If you were to go and ask any Louisville Cardinal fan who their favorite player of all-time is, you will get a number of answers. The names of Griffith, Ellison, Wheat, and Wagner will be the choice of many.
Maybe it is Russ, Luke, Gorgiu, or Peyton. The truth is, there are so many great and likable players in Louisville’s storied history, but none of them will go down in history quite the way Damion Lee and Trey Lewis will.
Lee and Lewis came to U of L as fifth year transfers from Drexel and Cleveland State respectively. Both had solid careers at their previous schools. Lee scored 1176 points in his three seasons with Drexel and Lewis scored 987 in his two seasons at Cleveland State.
Their main purpose for coming to Louisville was the opportunity to play in the NCAA tournament, a dream they did not get to achieve at their previous schools. Tuesday night these two players will represent Louisville as the only seniors on a team that has been banned from playing in the ACC or the NCAA tournament.
Rick Pitino has never truly embraced the one-and-done player in the truest since that some schools have. He seems to enjoy coaching kids for multiple seasons and seeing them grow as players. Gorgiu Dieng and Russ Smith were two of those types of players. Both grew from players with little pro potential to NBA draft picks and part of the 2013 championship team.
Lee and Lewis will now be one-and-done players in a new kind of way and Pitino has gone all in with these two. Fifth year transfers bring maturity and experience that typical freshman do not. Obviously these players have shown they can get the job done. In order to play as a fifth year transfer, the player must have graduated from their previous school.

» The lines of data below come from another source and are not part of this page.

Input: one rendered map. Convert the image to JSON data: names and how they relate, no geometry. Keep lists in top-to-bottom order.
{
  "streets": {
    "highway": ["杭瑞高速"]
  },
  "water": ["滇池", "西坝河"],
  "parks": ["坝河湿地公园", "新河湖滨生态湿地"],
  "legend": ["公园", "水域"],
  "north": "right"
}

Fans remember their favorite players for a variety of reasons. They remember Darrell Griffith for leading U of L to its first NCAA Championship, Milt Wagner for his clutch shooting, and Russ Smith for just simply being Russdiculous. Lee and Lewis will be remembered for being on a team with great potential, but banned from the tournament and in the aftermath, how they handled the situation.
This would have been an entirely different team without Lee and Lewis. Perhaps it would have been a team struggling to make the tournament even if it were not banned. They are U of L’s top two scorers, but they bring so much more to the team than just points. They bring leadership, maturity, and a strength to persevere in difficult situations.

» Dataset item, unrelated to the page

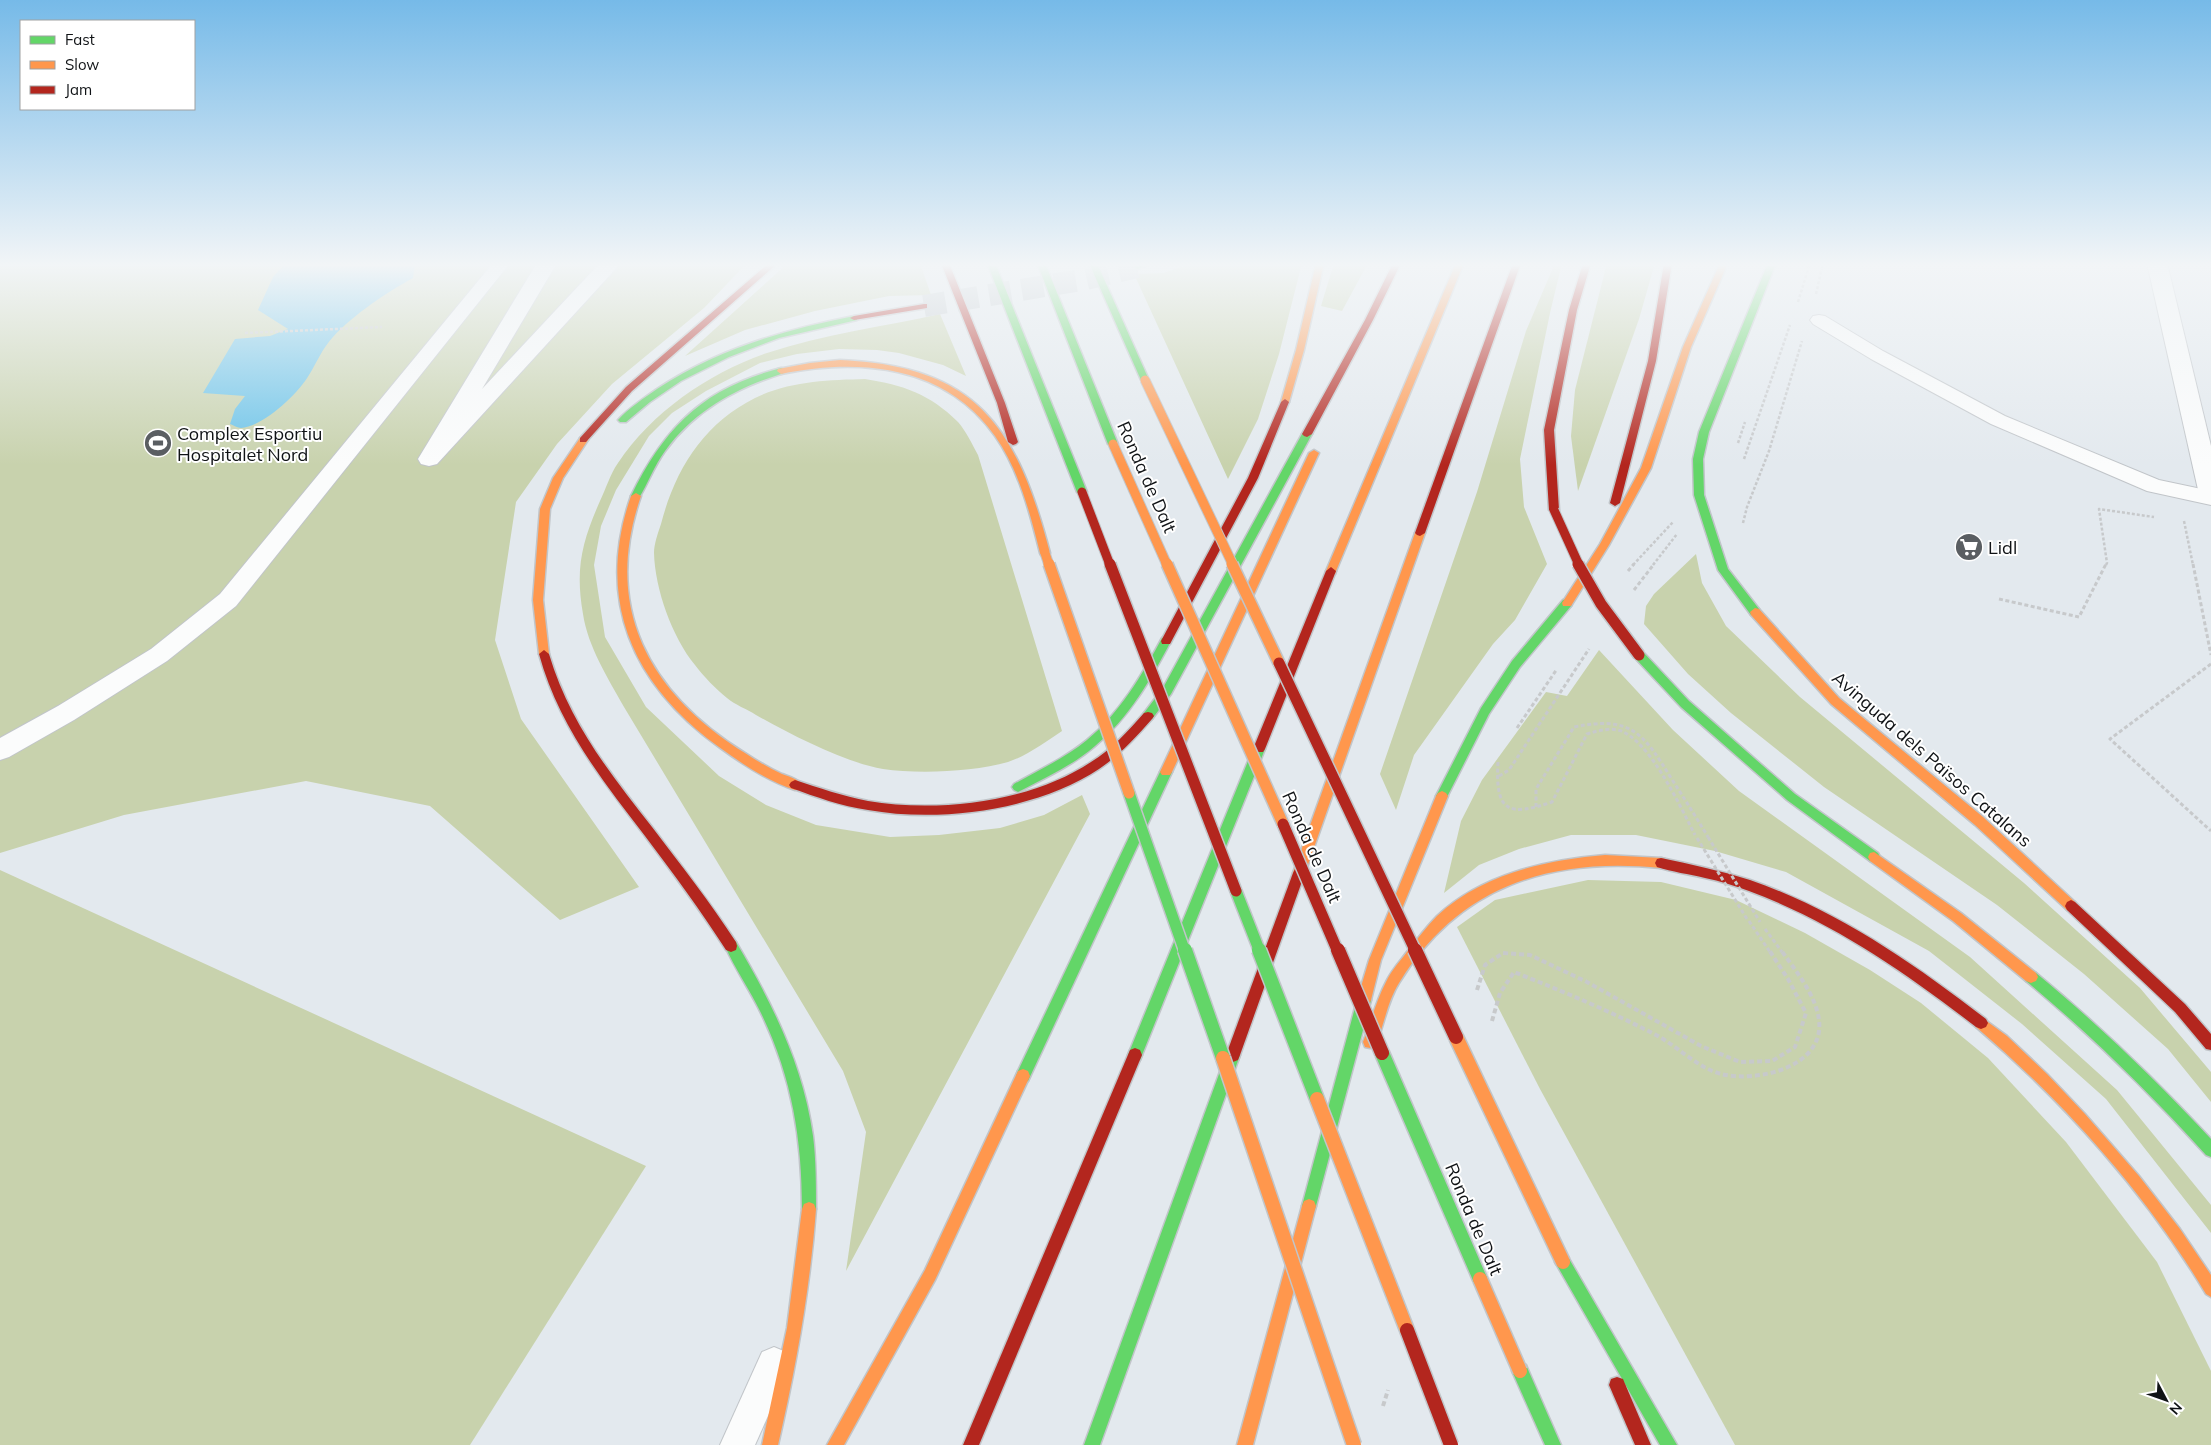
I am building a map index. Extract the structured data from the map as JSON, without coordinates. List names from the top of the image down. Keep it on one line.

Their perseverance was never on more of a full display than the evening of February 5. Just hours after they were the first to learn of the ban, the two sat a table with their teammates standing behind them and gave their response to the ban as well as answering questions to the local media. From all reports, they were the ones that wanted to do this. This was not the school’s doing, but these two young men that wanted everyone to know what their thoughts were.
Many college athletes would not even want to face the media in the midst of circumstances beyond their control let alone call a press conference themselves. These two did not deserve the type of punishment they received. They had nothing to do with the problems at U of L. Yes, punishment must be handed out in due time, but not to these men.

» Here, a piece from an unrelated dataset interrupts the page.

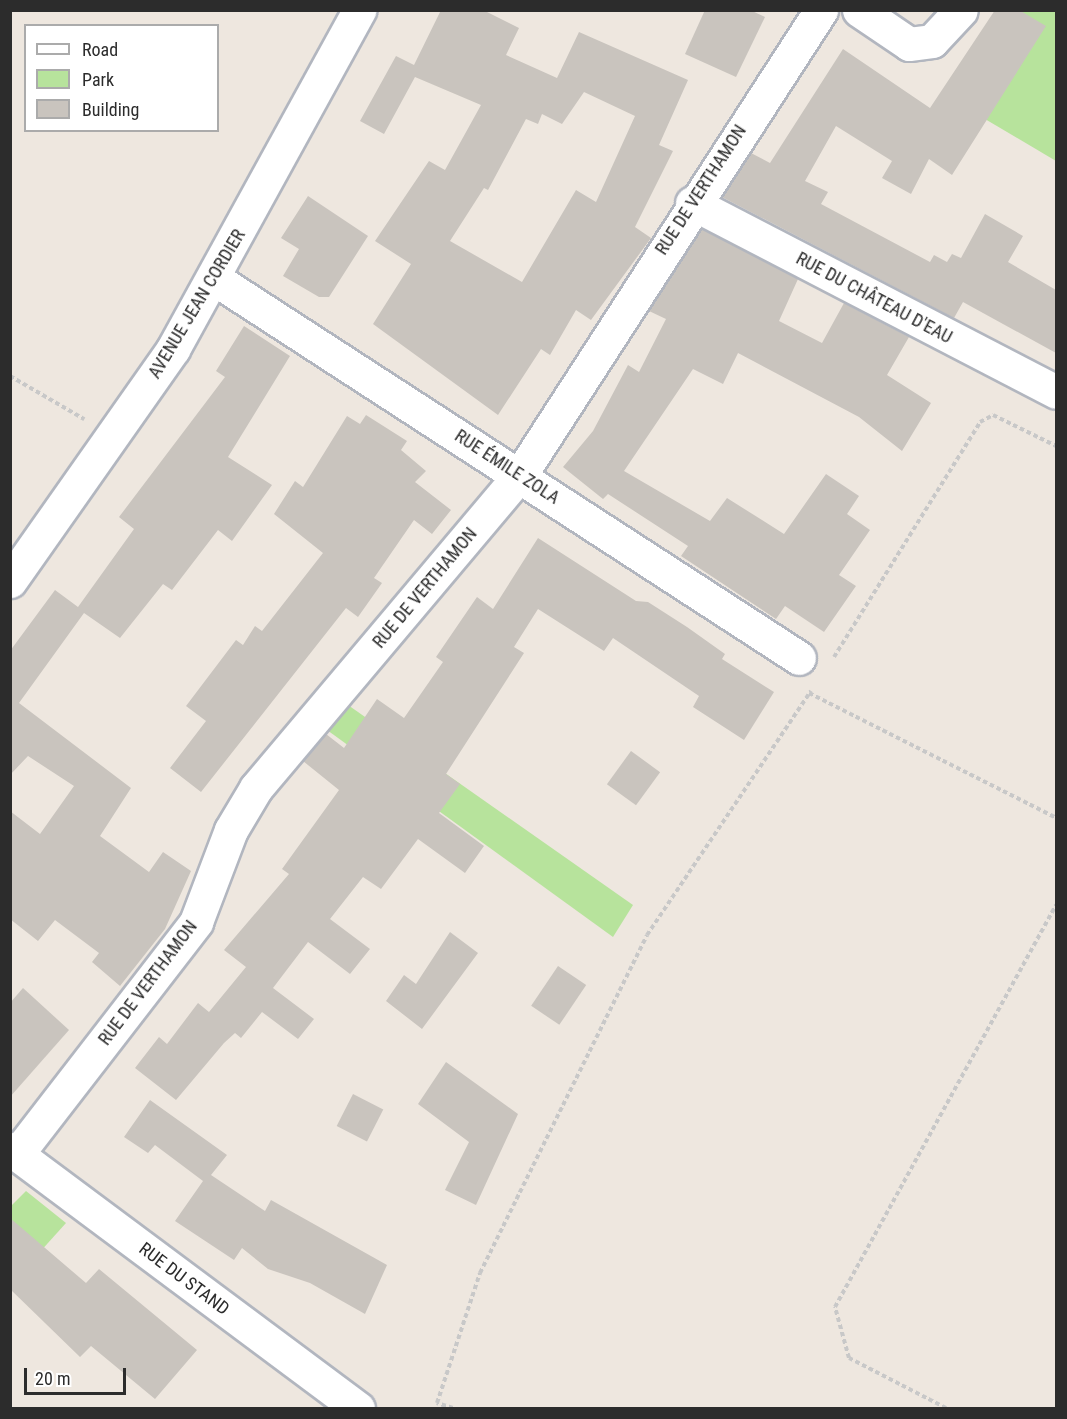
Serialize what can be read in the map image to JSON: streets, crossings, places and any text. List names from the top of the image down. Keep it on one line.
{"streets":{"street":["RUE DE VERTHAMON","RUE DU CHÂTEAU D'EAU","AVENUE JEAN CORDIER","RUE ÉMILE ZOLA","RUE DU STAND"]},"crossings":[["RUE DE VERTHAMON","RUE DU CHÂTEAU D'EAU"],["RUE DE VERTHAMON","RUE ÉMILE ZOLA"],["RUE DE VERTHAMON","RUE DU STAND"],["AVENUE JEAN CORDIER","RUE ÉMILE ZOLA"]],"legend":["Road","Park","Building"],"scale_bar":"20 m"}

Tuesday night will be their last home game in a Cardinals’ uniform. Gone are their hopes for a tournament berth. The only solace they can take is a small chance they can win a share of the ACC regular season title. This will be an emotional game for both players as well as their teammates,
coaches, and 20,000 plus U of L fans. They may not be able to play in the tournament, but their impact on the University of Louisville will not be forgotten.